O reconhecimento oficial da escravatura na Reunião, em 1983 e 135 anos após a sua abolição, veio reforçar a ideia de que o silêncio em torno deste passado resulta de uma política deliberada de amnésia coletiva orquestrada pelos antigos proprietários e seus descendentes.

 

 

Com efeito, escrita exclusivamente por esses protagonistas, a história da escravatura difundiu uma representação suavizada da escravatura e criou o mito de uma colónia modelo invisibilizando a violência do sistema servil para o público letrado. Foi esta narrativa da história instrumentalizada ao serviço da expansão colonial francesa que se impôs a um público limitado até meados do século XX. Na ausência de uma elite composta pelos alforriados de 1848, não se produziu uma narrativa alternativa à memória aristocrática.
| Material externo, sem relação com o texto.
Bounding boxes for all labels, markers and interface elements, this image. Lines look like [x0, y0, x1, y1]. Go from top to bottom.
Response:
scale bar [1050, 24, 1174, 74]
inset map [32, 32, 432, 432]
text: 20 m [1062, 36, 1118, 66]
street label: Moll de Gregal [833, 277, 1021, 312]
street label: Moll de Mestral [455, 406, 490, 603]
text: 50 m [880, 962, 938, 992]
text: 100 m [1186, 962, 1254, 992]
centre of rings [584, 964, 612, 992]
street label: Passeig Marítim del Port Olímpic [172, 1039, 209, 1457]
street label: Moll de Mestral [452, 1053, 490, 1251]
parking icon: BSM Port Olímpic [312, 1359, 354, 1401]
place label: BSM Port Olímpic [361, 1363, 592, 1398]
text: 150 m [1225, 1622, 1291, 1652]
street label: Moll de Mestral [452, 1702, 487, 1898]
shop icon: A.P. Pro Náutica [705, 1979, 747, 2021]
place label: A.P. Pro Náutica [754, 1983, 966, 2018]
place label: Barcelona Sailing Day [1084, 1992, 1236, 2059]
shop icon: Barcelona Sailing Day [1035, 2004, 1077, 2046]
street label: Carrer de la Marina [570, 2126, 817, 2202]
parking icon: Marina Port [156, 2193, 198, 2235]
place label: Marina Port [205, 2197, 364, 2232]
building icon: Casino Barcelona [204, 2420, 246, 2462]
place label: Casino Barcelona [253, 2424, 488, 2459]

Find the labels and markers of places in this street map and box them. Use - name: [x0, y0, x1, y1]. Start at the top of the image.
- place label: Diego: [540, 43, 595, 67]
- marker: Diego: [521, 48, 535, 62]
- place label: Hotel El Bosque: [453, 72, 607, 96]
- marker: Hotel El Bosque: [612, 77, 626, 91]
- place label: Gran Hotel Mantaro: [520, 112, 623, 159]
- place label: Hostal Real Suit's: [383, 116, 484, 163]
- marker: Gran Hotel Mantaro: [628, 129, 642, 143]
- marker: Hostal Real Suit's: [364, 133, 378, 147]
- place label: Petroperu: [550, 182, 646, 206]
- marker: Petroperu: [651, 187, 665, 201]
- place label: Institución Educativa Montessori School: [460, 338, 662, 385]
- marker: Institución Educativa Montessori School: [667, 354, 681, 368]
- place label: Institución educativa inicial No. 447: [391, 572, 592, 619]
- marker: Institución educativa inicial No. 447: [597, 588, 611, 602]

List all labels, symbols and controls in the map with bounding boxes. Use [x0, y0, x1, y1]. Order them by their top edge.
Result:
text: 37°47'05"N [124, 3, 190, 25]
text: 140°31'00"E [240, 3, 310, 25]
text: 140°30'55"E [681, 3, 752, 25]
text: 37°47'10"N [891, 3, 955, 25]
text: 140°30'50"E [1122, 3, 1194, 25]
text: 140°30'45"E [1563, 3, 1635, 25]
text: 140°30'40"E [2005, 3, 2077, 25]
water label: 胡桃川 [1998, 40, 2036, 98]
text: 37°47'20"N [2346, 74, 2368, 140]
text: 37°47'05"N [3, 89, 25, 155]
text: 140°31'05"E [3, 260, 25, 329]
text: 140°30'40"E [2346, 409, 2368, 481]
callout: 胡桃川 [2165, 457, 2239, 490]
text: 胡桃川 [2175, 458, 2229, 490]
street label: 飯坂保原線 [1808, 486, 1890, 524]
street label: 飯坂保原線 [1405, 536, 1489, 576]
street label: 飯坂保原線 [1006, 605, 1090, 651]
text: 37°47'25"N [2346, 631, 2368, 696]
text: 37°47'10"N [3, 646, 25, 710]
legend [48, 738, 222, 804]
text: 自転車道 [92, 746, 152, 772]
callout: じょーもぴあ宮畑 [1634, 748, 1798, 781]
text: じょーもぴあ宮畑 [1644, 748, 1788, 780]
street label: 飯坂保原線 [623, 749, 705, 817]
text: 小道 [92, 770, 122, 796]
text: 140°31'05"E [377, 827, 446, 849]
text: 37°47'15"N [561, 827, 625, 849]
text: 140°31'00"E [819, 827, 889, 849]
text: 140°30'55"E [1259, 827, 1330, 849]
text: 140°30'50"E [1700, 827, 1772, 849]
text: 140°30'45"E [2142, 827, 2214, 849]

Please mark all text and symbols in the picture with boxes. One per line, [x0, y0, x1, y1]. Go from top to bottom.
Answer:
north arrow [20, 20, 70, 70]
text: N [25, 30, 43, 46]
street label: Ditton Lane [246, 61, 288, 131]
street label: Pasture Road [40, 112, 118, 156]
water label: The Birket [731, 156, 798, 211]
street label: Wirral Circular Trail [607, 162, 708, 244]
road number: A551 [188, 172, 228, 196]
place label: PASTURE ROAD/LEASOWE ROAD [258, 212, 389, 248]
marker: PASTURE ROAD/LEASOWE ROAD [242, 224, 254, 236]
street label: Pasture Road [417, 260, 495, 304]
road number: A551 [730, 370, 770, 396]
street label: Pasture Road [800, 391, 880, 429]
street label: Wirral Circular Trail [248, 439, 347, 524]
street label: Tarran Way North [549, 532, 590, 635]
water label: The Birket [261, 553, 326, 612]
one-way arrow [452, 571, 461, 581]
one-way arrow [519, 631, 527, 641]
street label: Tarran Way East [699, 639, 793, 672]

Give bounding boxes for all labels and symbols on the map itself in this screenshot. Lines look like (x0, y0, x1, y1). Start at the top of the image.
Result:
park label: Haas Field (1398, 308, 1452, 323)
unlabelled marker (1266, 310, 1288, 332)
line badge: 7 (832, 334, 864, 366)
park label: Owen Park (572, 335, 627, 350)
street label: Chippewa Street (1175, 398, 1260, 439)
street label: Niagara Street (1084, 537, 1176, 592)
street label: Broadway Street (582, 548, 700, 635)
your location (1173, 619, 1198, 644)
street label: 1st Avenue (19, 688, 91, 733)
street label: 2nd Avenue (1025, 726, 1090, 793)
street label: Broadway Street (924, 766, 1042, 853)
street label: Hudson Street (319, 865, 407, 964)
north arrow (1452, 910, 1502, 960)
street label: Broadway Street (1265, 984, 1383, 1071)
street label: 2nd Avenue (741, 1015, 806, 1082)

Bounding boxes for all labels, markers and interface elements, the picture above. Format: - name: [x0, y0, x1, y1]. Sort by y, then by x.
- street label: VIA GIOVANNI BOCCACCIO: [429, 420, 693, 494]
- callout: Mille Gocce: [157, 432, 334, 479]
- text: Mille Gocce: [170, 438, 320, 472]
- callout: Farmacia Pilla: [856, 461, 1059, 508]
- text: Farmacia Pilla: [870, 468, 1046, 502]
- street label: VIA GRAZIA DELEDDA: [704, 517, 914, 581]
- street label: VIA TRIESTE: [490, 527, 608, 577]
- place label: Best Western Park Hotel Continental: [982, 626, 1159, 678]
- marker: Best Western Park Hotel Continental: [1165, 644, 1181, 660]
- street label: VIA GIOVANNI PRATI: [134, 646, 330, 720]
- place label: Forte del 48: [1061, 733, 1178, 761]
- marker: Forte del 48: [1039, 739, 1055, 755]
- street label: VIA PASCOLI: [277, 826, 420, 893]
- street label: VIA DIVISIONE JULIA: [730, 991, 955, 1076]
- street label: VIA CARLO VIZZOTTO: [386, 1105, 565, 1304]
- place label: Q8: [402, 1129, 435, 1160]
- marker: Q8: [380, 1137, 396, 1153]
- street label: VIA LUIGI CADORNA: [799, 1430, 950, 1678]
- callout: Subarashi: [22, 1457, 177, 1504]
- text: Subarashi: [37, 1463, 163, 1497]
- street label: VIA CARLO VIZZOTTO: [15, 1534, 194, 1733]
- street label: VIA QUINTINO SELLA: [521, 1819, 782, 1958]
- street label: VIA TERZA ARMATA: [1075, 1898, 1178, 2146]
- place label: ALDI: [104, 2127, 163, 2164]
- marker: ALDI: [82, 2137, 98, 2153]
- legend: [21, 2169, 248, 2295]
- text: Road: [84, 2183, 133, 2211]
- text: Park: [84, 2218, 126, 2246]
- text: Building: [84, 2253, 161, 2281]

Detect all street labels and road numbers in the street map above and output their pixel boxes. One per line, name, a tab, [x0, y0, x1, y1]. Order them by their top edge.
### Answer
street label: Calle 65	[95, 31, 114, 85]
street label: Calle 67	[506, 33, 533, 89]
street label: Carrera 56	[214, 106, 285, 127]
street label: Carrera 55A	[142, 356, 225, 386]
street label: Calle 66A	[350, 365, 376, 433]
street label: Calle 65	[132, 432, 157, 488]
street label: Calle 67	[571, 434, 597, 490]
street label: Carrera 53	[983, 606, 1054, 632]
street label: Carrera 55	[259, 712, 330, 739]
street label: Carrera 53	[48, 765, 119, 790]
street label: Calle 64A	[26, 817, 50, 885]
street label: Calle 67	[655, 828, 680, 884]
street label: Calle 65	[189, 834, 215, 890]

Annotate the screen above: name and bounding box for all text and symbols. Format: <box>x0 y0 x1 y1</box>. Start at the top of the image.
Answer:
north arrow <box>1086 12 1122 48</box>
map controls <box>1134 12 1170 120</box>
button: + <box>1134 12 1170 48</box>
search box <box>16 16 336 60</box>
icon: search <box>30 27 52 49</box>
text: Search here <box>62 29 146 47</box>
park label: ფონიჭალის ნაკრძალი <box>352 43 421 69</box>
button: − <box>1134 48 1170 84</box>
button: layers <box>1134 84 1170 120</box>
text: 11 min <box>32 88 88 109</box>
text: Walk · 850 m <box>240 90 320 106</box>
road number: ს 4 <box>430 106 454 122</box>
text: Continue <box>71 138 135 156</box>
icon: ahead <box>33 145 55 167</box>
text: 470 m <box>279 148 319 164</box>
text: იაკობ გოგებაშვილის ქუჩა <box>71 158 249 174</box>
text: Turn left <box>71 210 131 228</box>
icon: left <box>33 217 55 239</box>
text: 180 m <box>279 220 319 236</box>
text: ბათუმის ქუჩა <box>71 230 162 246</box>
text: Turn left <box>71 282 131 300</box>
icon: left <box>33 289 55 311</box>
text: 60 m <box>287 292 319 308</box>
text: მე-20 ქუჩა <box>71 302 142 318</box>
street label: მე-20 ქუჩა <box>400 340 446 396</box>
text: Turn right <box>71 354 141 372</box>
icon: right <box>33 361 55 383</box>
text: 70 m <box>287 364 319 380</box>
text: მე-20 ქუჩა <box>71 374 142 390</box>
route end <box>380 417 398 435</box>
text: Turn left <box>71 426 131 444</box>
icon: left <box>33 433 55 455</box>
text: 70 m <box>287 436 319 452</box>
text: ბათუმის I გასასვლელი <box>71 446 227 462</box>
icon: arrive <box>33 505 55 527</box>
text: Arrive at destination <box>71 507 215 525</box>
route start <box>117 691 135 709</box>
A falta de reconhecimento oficial, todavia, não impediu a sobrevivência de memórias privadas e familiares, dinâmicas e heteróclitas tal com uma manta de retalhos. A mobilização desta memória a partir da terceira geração de descendentes de alforriados impôs ao presente este passado privado de uma narrativa até aos anos 1970 e 1980.

 

 

Esta década marcou o início da apropriação coletiva do facto servil, mas permanece o conflito das memórias que é sustentado por uma visão segmentada do passado da Reunião, à imagem dos lugares de memória. No entanto, o facto servil teve um impacto em todo o edifício social, provocando uma transformação antropológica e tornando todos os Reunionenses herdeiros de um sistema socioeconómico. Cabe, portanto, aos historiadores trabalhar na escrita deste passado do qual cada um retira elementos da sua própria genealogia.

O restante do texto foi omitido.